Alexandra M. Olaru§ a, Soumya S. Roy§ a, Lyrelle S. Lloyd a, Steven Coombes b, Gary G. R. Green c and Simon B. Duckett *a
aDepartment of Chemistry, University of York, Heslington, York YO10 5DD, UK. E-mail:; Tel: +44 1904 322564
bAstraZeneca R&D Pharmaceutical Development, Silk Road Business Park, Charter Way, Macclesfield, Cheshire SK10 2NA, UK
cYork Neuroimaging Centre, The Biocentre, York Science Park, Innovation Way, Heslington, York YO10 5DD, UK

Received 7th March 2016 , Accepted 18th May 2016

First published on 19th May 2016


The creation of magnetic states that have long lifetimes has been the subject of intense investigation, in part because of their potential to survive the time taken to travel from the point of injection in a patient to the point where a clinically diagnostic MRI trace is collected. We show here that it is possible to harness the signal amplification by reversible exchange (SABRE) process to create such states in a hyperpolarised form that improves their detectability in seconds without the need for any chemical change by reference to the model substrate 2-aminothiazole. We achieve this by transferring Zeeman derived polarisation that is 1500 times larger than that normally available at 400 MHz with greater than 90% efficiency into the new state, which in this case has a 27 second lifetime.

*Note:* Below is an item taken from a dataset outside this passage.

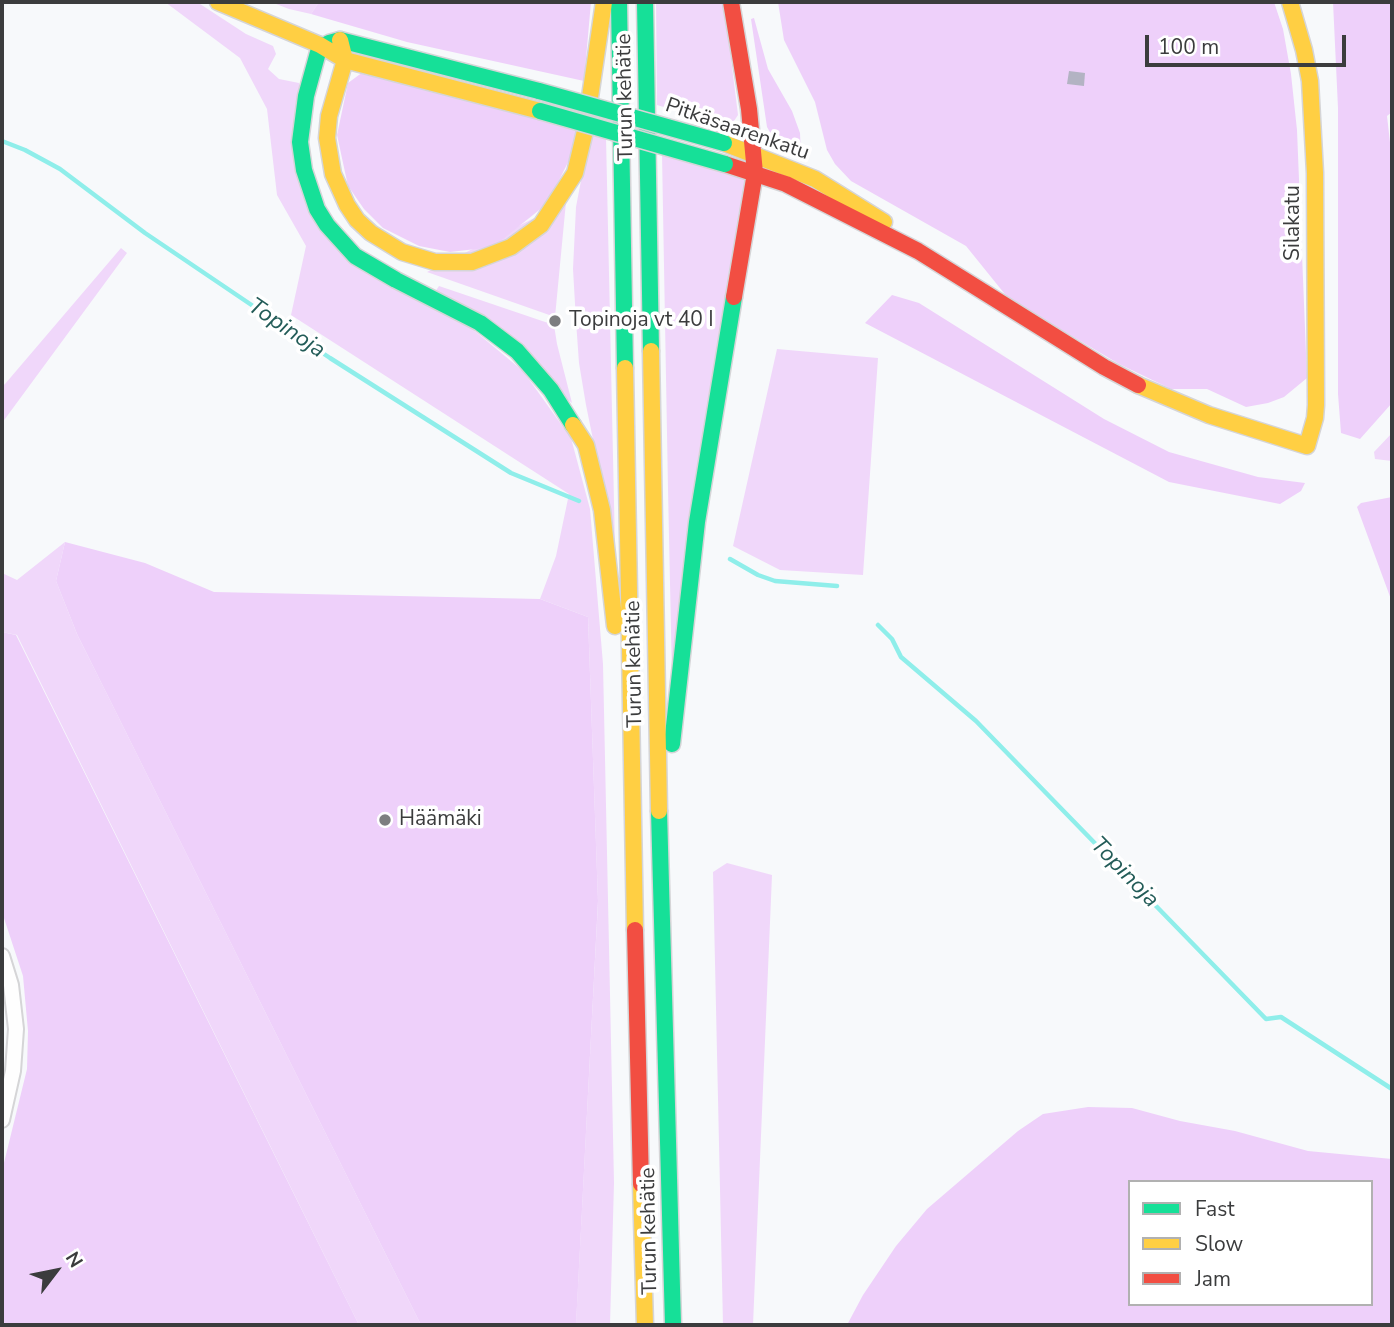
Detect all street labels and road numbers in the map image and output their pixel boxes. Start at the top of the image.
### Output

As magnetic resonance detection, in the forms of NMR and MRI, is relatively insensitive, significant attention is currently placed on employing hyperpolarisation to create observable states that lie far from their normal Boltzmann derived intensity. The resulting signal enhancements offer opportunities to improve the diagnostic power of MRI through the collection of in vivo metabolite time course maps that link spatially resolved measurement to spectroscopic information.1 Such developments require the establishment of protocols to produce hyperpolarised contrast agents with magnetic state lifetimes that facilitate their detection after traveling to the region of clinical interest in the body. Longer magnetic state lifetimes would also be of benefit to NMR spectroscopy more generally as they would allow slower reactions to be followed directly by magnetisation transfer methods.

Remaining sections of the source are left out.